Da hatte man es! Ich wollte ihm gute Lehren geben, und dies eine Wort »Fett« sagte mir, daß er sich schon ganz pfiffig in seine Aufgabe hineingedacht hatte. Dennoch fuhr ich fort:
»Er wird natürlich drüben in das Wasser gehen, während du hier bei uns in dasselbe steigst. Voraussichtlich wird er sich auch drüben mehr aufhalten als hüben. Dort hast du ihn zu suchen.«
»Drüben brennt das Feuer; da ist es heller,« warf er ein.
»Aber am Ufer nicht, welches ringsum mit Büschen bestanden ist.
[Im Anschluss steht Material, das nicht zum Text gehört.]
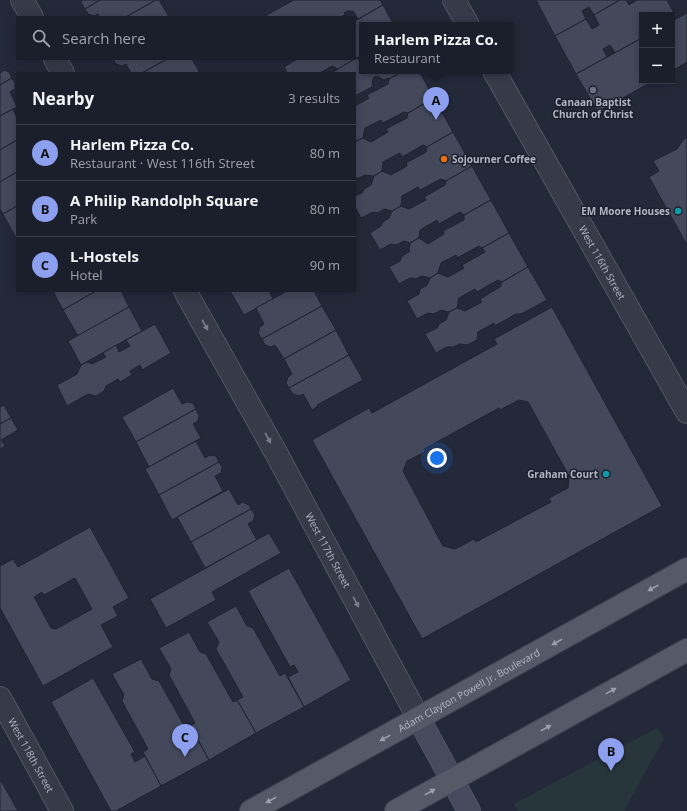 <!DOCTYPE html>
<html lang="en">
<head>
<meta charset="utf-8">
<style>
	:root { --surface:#1b1f2b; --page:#242733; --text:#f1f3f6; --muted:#a0a2a9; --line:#393d47; --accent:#8d9fef }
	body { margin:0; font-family:"Open Sans",sans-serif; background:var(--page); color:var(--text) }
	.controls { position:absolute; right:12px; top:12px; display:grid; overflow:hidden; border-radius:0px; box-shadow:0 2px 10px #0003 }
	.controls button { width:36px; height:36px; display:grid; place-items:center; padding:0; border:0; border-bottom:1px solid var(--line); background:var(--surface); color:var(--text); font:20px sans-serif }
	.you { position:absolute; left:437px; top:458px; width:14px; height:14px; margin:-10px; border:3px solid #fff; border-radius:50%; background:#1a73e8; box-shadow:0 0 0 6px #1a73e833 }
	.badge { display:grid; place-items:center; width:26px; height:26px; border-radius:50%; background:var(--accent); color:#111; font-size:13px; font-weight:700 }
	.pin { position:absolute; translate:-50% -33px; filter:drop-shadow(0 1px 2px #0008) }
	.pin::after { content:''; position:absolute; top:21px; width:14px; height:12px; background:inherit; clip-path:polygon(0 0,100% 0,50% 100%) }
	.popup { position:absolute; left:359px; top:22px; width:154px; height:52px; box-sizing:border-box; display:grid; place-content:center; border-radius:0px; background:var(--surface); filter:drop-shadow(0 1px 3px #0005); font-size:13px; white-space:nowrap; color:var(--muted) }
	.popup b { font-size:15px; color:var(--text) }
	.popup::after { content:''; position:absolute; left:50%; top:100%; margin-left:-8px; border:8px solid transparent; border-top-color:var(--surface) }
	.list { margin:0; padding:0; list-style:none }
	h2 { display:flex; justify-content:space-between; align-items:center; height:52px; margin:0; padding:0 16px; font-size:17px }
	h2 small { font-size:13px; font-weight:400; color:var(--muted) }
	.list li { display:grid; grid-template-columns:26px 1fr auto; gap:12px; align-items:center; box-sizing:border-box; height:56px; padding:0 16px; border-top:1px solid var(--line) }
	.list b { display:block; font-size:15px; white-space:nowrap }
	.list p { margin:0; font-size:13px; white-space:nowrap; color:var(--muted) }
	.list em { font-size:13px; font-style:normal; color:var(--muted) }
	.icon { flex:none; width:22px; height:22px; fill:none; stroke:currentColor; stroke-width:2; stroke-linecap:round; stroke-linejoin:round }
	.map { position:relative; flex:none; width:687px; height:811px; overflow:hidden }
	.search { position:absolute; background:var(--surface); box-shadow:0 2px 10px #0003; left:16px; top:16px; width:340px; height:44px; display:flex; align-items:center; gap:10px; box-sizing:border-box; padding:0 14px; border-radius:0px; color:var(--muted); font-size:15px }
	.panel { position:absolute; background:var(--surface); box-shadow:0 2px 10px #0003; left:16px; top:72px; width:340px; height:220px; border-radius:0px }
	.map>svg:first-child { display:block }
	.green { fill:#27363b }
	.building { fill:#43485b; stroke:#1f2230; fill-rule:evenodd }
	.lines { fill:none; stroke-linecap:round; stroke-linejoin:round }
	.minor-casing { stroke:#535664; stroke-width:24 }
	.tertiary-casing { stroke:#535664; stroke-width:24 }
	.secondary-casing { stroke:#535664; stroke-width:24 }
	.primary-casing { stroke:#414452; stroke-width:24 }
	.minor { stroke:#373b49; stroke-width:22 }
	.tertiary { stroke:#373b49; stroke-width:22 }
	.secondary { stroke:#464a5c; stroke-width:22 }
	.primary { stroke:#555a69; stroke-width:22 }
	.oneway { fill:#7b7f8d }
	.oneway2 { fill:#9c9fae }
	.worship-dot { fill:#6b7280; stroke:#1d202e; stroke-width:1.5 }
	.food-dot { fill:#e8710a; stroke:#1d202e; stroke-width:1.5 }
	.culture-dot { fill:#0f9aa8; stroke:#1d202e; stroke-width:1.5 }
	.labels { text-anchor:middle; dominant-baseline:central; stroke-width:3; stroke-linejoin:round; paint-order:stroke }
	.poi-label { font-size:10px; font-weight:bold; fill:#b3b6c5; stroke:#1d202e; text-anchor:end }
	.street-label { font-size:10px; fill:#b3b6c5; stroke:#1d202e }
</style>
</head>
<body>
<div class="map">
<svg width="687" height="811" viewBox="0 0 687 811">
	<rect width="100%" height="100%" fill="#242939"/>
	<path class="green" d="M657,728L664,738L624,811H518L514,804Z"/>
	<g class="building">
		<path d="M82,0H100L85,9L81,2Z"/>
		<path d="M100,0H156L126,17H99L98,14L94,16L88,14L85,9Z"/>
		<path d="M156,0H159L169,17H126Z"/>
		<path d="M294,0H380L383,5L358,19L353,11H347L344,13L346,14L341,17H263Z"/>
		<path d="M536,0H620L594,15L589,7L582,11L586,19L555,36Z"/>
		<path d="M620,0H626L629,5L637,0H667L674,13L671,15H642V38L615,53L610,45L603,49L607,57L576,74L555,36L586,19L592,29L599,25L594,15Z"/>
		<path d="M383,5L394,25H362V48L359,50L362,55L338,69L332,66L320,73H287L284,67L297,59H355V27L356,26L355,21Z"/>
		<path d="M687,13V62L672,71V21Z"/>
		<path d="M642,38V81H653L598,112L576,74Z"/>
		<path d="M356,58L362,62V71H403L389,79L388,78L384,80L377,76L373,78L372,87L355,96V73H332L333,72Z"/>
		<path d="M113,59H167L142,73H131L126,64L122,66L116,64Z"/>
		<path d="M167,59H192L200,73H142Z"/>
		<path d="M4,70L9,72L12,78L0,85V73Z"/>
		<path d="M403,71H419L434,98L408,113L404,112L383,123L381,120L365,128L363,138L355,142V106L369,98L367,95L388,84L389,79Z"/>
		<path d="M12,78L15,83V89L10,92L17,107L0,116V85Z"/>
		<path d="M434,98L453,132L427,147L423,145L402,157L400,153L383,162L382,171L374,176L365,175L359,178H355V142L363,138L371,142L388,132L386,129L407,118L408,113Z"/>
		<path d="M13,109L17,118V140L0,150V116Z"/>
		<path d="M453,132L472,166L446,181L441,179L420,190L418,187L402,196L401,206L392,211L384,209L378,213L373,212L361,218L355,207V196L362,193L364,189L371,185L374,176L382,171L391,175L407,166L406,163L426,152L427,147Z"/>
		<path d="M687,137V245L649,177L659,171L653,161L677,149L683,140Z"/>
		<path d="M17,140V172L0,182V150Z"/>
		<path d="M472,166L491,200L464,215L460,212L439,224L437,220L420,230L419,238L410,243L404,241L396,245L391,244L380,250L370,233L381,226L383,222L389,218L392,211L401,206L409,209L426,200L424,197L445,185L446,181Z"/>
		<path d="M17,172V206L3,214L0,209V182Z"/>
		<path d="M491,200L509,233L482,248L479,246L457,258L456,255L441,263L438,273L430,278L422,276L415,279L410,278L399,284L389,267L400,261L402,256L409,252L410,243L419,238L428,244L444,234L443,231L464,220V215Z"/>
		<path d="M17,206V237L16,238L3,214Z"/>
		<path d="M509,233L528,267L502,282L498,280L477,292L475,289L459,298L457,308L449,312L441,310L434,314L428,313L417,319L407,301L419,294L420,289L427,285L430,278L438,273L448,277L464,268L462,265L485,252L482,248Z"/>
		<path d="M528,267L547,300L521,314H516L495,326L494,323L478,332L477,340L467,345L460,344L453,347H446L436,353L425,334L437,328L439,324L446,320L449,312L457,308L465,311L482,302L480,299L500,287L502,282Z"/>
		<path d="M53,291H96L63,310Z"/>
		<path d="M96,291H121L129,307L78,336L63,310Z"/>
		<path d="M230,291H273L270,293L273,299L244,315Z"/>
		<path d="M287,291H314L322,306L262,339L258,333L260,327L264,324L256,308Z"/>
		<path d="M322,306L336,330L284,359L275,345L271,347L265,345L262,339Z"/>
		<path d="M129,307L142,331L81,365L68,341Z"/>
		<path d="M552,307L662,506L422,639L312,440L369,408L372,413L497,344L494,339ZM519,400L528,402L569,476L568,488L549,498L551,502L476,542L474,539L455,549L443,546L403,471L407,461L425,452L424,449L499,408L500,410Z"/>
		<path d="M155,324L171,353L142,370L140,365L130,371L132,375L120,382L118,379L106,386L104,391L96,396L88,394L67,406L57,385L77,374L81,365L87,362L92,364L106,357L103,353L116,345L119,352L130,346L126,340Z"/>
		<path d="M336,330L349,355L289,388L286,383L288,377L292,374L284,359Z"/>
		<path d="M349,355L363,380L317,405L318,406L312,410L303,394L299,396L293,394L289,388Z"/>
		<path d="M173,388L182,404L187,402L193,403L196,409L136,442L122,417Z"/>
		<path d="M4,405L11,418L0,424V407Z"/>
		<path d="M196,409L199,416L198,421L193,424L201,438L149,467L136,442Z"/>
		<path d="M11,418L18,430L1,440L5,446L0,449V424Z"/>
		<path d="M196,441L205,458L210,455L216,456L219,462L159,495L145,469Z"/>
		<path d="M219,462L222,467L221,473L215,476L223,491L172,520L159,495Z"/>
		<path d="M229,489L238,505L242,502L249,505L251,509L191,542L177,517Z"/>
		<path d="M251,509L255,515L253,521L248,524L257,540L205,568L191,542Z"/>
		<path d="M90,527L129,598L113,607L118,616L101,625L113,647L43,686L0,608V566L13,559L18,567ZM75,578L92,609L56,629L51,628L34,597L42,592L44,595Z"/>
		<path d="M269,533L281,553L212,592L216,600L166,628L150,599Z"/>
		<path d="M289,568L351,680L304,707L288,677L298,672L294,665L290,667L248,591Z"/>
		<path d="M236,606L247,626L253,628L280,676L285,673L304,707L256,733L237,700L243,697L216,649L219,642L207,622Z"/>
		<path d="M189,632L200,652L206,654L233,702L237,700L256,733L209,760L190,726L195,723L169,675L171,669L159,648Z"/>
		<path d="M141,659L152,679L159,681L186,729L190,726L209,760L161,786L143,752L148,749L122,701L124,695L112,674Z"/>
		<path d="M93,678L135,752L131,754L135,762L145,756L161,786L116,811H111L51,702Z"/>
		<path d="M0,779L18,811H0Z"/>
	</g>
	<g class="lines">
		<g class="minor-casing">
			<g id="minor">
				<path d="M22,0L32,17"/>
				<path d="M55,59L63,73"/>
				<path id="s1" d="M185,291L275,451L419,719"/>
				<path id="s2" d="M0,698L62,811"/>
			</g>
		</g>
		<g class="tertiary-casing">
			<g id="tertiary">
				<path d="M454,0L468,25"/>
				<path id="s3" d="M494,71L687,412"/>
			</g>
		</g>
		<g class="secondary-casing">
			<path id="secondary" d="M419,719L469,811"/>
		</g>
		<g class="primary-casing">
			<g id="primary">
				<path id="s4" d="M251,811L687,569"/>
				<path d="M396,811L687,650"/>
			</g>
		</g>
		<use href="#minor" class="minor"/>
		<use href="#tertiary" class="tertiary"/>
		<use href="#secondary" class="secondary"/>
		<use href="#primary" class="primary"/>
	</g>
	<defs><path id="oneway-solid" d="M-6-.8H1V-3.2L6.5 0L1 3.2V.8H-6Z"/></defs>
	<g class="oneway">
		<use href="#oneway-solid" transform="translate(205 325) rotate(61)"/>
		<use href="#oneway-solid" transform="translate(268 438) rotate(61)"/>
		<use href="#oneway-solid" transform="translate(356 602) rotate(62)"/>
	</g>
	<g class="oneway2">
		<use href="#oneway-solid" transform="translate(653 588) rotate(151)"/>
		<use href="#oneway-solid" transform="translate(557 642) rotate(151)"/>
		<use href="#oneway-solid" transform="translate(611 691) rotate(-29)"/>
		<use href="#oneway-solid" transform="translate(546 728) rotate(-29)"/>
		<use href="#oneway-solid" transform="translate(385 738) rotate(151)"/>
		<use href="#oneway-solid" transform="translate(430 792) rotate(-29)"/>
		<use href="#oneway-solid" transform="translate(271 800) rotate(151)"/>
	</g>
	<circle class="worship-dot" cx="593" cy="90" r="4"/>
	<circle class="food-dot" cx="444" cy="159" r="4"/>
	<g class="culture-dot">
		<circle cx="678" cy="211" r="4"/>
		<circle cx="606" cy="474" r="4"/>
	</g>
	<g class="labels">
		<g class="poi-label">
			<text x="593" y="102" text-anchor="middle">Canaan Baptist<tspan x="593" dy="12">Church of Christ</tspan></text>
			<text x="452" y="159" text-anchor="start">Sojourner Coffee</text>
			<text x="670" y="211">EM Moore Houses</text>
			<text x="598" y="474">Graham Court</text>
		</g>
		<g class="street-label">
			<text stroke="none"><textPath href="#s3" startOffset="220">West 116th Street</textPath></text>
			<text stroke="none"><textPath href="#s1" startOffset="296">West 117th Street</textPath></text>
			<text stroke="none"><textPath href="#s4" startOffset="249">Adam Clayton Powell Jr. Boulevard</textPath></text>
			<text stroke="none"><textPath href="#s2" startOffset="65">West 118th Street</textPath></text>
		</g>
	</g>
</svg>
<div class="controls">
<button>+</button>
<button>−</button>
</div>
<div class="you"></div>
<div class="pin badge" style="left:436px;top:120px">A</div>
<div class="popup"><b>Harlem Pizza Co.</b>Restaurant</div>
<div class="pin badge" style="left:611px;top:771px">B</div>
<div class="pin badge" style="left:185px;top:757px">C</div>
<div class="search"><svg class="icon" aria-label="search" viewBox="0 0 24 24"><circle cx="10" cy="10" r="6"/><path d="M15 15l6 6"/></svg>Search here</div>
<section class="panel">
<h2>Nearby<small>3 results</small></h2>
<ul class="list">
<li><span class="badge">A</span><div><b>Harlem Pizza Co.</b><p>Restaurant · West 116th Street</p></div><em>80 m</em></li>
<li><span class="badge">B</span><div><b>A Philip Randolph Square</b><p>Park</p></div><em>80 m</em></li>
<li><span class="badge">C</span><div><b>L-Hostels</b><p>Hotel</p></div><em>90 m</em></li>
</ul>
</section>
</div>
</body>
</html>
Kennst du die Pflanze, welche ihr Sika nennt?«
»Ja; sie steht hier in Menge am Ufer und zwischen den Büschen.«
»Ihr Schaft oder Stengel ist hohl; das giebt eine schöne Röhre; merke es dir!«
Er sah mich fragend an; er hatte mich nicht verstanden.
»Eine schöne Röhre zum Atemholen,« erklärte ich ihm. »Ich wurde einst von Komantschen verfolgt und flüchtete in den Fluß. Da stand ich, während sie die Ufer absuchten, lange, lange Zeit unter dem Wasser und holte durch eine Sikaröhre Atem. Aber husten darf man nicht. Wenn du dich unter dem Wasser fest an das Ufer schmiegst und durch einen Sikastengel Atem holst, kannst du ruhig warten, bis er kommt. Du hast doch gelernt, die Augen im Wasser offen zu haben?«
»Ja. Man sieht, wenn das Wasser hell ist, mehrere Schritte weit.«
»So mag es genug sein. Es giebt zwar der Listen und Kniffe noch viele; aber man muß im Zweikampfe den Gegner ehrlich behandeln; ich gab dir nur deshalb einen Wink, weil du ein Knabe bist und dein Feind ein erwachsener Krieger sein wird.«
Als ich den Kleinen dann beobachtete, sah ich, daß er sich mehrere Sikas abschnitt. Dann verschwand er hinter den Büschen; sein Bruder folgte ihm bald, und als ich heimlich nachging, sah ich mit Vergnügen, daß er von letzterem mit Oel oder Fett eingerieben wurde. Beides oder wenigstens eins von beiden trägt jeder Indianer stets bei sich.